• Required action:
Using the listing below, report all lines holding the word "Ruescas".

"""

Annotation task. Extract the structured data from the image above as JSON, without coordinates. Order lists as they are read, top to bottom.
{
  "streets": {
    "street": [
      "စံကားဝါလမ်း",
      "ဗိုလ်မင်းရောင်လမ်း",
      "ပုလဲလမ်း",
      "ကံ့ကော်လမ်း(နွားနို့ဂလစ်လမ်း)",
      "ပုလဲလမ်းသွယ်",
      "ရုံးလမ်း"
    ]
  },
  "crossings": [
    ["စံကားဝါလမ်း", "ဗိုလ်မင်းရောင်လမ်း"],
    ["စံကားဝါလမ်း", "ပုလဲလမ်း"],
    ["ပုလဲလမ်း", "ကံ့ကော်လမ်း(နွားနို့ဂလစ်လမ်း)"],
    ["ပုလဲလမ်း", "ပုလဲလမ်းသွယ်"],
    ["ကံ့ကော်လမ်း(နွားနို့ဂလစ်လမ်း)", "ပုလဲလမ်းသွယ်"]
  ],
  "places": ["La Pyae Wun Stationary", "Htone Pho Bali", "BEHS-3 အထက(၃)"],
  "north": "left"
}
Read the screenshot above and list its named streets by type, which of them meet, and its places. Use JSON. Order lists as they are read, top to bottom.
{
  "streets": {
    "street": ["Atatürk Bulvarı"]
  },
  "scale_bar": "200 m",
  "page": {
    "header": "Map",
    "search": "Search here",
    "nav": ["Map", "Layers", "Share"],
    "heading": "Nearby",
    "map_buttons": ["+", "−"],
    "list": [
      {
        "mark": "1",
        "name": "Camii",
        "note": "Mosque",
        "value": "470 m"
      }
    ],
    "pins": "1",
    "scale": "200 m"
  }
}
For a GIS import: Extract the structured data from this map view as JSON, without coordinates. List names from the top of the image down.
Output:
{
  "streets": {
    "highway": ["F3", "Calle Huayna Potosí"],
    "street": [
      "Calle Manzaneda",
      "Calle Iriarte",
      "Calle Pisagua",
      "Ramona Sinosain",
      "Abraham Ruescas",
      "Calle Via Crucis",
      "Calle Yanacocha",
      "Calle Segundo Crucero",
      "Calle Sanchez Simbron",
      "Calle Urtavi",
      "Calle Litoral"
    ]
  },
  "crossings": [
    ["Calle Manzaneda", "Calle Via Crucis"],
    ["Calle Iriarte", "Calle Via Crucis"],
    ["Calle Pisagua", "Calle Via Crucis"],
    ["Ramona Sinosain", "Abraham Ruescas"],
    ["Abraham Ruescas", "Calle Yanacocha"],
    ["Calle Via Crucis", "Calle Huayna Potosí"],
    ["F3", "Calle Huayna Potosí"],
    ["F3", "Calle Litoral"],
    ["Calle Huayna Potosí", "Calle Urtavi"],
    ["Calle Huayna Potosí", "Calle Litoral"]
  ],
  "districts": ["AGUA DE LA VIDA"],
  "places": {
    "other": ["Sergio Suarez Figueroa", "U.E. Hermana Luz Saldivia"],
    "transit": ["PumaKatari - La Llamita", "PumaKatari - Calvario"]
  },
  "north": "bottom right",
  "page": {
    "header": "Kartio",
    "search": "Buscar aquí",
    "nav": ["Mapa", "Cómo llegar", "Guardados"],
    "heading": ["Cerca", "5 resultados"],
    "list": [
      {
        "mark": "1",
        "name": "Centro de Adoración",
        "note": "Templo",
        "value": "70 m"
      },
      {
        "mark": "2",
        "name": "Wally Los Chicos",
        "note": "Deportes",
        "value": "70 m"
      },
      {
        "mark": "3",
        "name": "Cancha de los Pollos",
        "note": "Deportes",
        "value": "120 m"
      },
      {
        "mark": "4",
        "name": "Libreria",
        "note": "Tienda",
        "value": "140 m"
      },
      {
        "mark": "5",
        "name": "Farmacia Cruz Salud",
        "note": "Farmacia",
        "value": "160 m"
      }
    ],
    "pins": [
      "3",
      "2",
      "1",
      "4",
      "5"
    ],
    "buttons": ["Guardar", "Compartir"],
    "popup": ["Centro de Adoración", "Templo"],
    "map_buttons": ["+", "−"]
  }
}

"""

• Response to the exercise:
      "Abraham Ruescas",
    ["Ramona Sinosain", "Abraham Ruescas"],
    ["Abraham Ruescas", "Calle Yanacocha"],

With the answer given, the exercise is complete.